Art should disturb, it should elate, excite the participant, affect the outlook of onlookers.

These are the thoughts of Logan, ill-fated character in Ursula Holden's third novel, Turnstiles—not that many of her characters are anything other than ill-fated, for that matter. 'Birth, and tribulation, and death'—with copulation by no means overlooked on the way—could have stood as the epigraph in the latest work of this most extraordinary artist…. It would have been appropriate to all three of her novels so far, and perhaps even more apt for this one than the quotation she has indeed chosen for it from Eliot: 'For us, there is only the trying. / The rest is not our business'. Yet these last words are fitting enough for Ruth Cash, 'a natural slob', who is the central character of Turnstiles and who goes, dolefully, through many symbolic turnstiles during the course of the novel.

Although 'art should disturb' does not imply that all that disturbs is art, there can be no doubt that [all of Ursula Holden's] writing is highly disturbing…. (p. 47)

What is Turnstiles about?… [It is] based on the psychological premise that 'isolation acquired in childhood soon becomes habit'—a thought which passes through Ruth Cash's mind towards the close of the novel, when she is recalling her childhood for her psychiatrist, Dr. Greanbach.

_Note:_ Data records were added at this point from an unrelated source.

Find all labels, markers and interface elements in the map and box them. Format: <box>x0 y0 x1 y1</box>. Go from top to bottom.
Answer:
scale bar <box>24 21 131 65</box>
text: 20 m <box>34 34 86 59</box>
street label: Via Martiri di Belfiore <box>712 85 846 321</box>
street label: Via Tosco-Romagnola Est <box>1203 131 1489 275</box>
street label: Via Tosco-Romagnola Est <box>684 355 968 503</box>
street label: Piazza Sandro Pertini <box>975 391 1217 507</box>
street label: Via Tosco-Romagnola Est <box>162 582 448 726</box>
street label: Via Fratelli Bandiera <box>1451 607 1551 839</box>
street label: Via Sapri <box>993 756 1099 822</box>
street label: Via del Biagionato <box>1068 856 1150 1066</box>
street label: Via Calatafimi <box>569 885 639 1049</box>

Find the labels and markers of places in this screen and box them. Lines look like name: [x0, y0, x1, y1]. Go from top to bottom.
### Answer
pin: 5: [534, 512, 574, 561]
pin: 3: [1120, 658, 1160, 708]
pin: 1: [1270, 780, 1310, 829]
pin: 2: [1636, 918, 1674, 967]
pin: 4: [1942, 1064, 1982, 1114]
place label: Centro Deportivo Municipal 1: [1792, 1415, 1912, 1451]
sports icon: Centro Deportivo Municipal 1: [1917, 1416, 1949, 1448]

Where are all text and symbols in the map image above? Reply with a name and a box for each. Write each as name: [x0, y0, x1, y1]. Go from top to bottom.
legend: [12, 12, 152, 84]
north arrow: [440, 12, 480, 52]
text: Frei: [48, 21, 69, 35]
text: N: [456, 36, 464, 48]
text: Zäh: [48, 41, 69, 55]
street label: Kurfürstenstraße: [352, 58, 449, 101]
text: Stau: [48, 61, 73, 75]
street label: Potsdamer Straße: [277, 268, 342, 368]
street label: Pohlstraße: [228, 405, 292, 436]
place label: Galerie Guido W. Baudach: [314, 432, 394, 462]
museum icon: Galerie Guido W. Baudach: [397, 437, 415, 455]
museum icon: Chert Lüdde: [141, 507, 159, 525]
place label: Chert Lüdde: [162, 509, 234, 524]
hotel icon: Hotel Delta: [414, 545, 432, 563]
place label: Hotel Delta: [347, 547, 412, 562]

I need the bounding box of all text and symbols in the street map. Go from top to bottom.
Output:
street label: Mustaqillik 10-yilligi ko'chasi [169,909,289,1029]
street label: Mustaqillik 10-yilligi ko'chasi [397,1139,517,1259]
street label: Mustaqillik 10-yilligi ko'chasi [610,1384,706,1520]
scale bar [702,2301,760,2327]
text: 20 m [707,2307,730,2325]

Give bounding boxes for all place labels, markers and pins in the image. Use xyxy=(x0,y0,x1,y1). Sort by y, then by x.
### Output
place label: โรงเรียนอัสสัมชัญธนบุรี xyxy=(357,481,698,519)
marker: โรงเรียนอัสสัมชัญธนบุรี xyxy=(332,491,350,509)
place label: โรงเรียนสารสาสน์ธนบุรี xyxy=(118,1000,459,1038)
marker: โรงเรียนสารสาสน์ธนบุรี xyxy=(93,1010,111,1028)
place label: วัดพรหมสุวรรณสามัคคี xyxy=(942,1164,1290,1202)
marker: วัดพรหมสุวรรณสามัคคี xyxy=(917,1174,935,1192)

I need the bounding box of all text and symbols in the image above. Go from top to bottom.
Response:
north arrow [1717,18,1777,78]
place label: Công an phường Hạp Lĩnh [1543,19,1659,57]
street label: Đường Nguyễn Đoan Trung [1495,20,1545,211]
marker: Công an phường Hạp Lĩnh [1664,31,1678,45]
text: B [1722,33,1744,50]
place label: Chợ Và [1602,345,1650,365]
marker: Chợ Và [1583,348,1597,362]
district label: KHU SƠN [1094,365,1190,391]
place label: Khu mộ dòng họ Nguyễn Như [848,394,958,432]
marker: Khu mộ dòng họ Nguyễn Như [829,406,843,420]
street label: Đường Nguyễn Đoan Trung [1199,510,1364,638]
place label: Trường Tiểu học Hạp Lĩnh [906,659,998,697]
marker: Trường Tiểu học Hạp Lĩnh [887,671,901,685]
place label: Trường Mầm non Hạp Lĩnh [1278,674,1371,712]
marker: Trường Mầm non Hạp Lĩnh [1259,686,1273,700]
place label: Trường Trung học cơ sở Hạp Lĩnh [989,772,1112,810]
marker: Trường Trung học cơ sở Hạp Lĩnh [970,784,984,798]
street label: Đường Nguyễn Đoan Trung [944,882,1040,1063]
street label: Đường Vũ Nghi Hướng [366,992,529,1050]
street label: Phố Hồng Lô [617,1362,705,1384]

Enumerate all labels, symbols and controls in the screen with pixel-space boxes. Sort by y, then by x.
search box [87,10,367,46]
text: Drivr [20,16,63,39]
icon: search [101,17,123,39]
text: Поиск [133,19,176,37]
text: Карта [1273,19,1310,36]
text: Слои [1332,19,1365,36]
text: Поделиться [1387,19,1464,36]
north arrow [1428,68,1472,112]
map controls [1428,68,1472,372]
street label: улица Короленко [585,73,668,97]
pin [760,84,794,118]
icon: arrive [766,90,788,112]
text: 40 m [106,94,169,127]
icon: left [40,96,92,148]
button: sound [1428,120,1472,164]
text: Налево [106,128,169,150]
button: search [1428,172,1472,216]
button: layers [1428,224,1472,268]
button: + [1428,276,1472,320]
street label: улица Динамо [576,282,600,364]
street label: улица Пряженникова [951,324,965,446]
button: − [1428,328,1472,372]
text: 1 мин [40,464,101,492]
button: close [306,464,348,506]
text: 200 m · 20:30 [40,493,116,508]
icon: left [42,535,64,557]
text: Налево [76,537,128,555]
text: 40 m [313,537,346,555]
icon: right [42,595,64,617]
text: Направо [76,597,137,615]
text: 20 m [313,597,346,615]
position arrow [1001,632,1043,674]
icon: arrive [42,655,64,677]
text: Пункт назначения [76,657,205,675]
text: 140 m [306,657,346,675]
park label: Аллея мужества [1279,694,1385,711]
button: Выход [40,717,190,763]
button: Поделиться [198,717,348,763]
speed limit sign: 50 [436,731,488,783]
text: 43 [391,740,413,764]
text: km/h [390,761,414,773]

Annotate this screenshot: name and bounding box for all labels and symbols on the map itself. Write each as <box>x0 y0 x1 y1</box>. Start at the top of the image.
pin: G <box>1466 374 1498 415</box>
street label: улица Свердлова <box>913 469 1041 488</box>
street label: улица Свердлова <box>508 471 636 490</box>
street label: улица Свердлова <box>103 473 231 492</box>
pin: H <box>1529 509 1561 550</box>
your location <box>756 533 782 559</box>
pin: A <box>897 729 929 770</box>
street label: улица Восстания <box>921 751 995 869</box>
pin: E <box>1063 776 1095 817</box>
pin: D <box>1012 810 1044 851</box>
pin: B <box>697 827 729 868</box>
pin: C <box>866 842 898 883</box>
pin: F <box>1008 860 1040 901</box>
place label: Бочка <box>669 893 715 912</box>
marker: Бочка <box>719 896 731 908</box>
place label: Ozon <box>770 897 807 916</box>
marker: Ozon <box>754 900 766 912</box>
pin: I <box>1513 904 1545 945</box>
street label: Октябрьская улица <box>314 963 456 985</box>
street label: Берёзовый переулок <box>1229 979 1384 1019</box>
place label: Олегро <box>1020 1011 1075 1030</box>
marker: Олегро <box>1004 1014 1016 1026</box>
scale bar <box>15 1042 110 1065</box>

It is a childhood several of Ursula Holden's characters have known: selfish or useless parents, absent parents, parents who meet violent deaths in accidents; being fostered out, evacuated to unwelcoming arms during the last war—a childhood which produces sad misfits, often seen by us romantically as 'born losers'. Romantically, because they weren't born that way—we made them that way. Misfits but also, at least where this author's characters are concerned, human beings hyper-sensitive to existence as a result of their deprivation, creatures who think about life. A rare breed. (pp. 47-8)

[The characters in Turnstiles] are made for tragedy … and the upshot is the death of both Logan and the apparently autistic child, Tangerine, when it was well on the way to recovery. Both die by what was, if the truth would out, murder.

While writing this, I have grown increasingly aware that with the author's contribution removed (her style and attack), it would be the easiest thing in the world to send up her material and her novel, which in several respects is a re-working of the subject matter of her first, Endless Race….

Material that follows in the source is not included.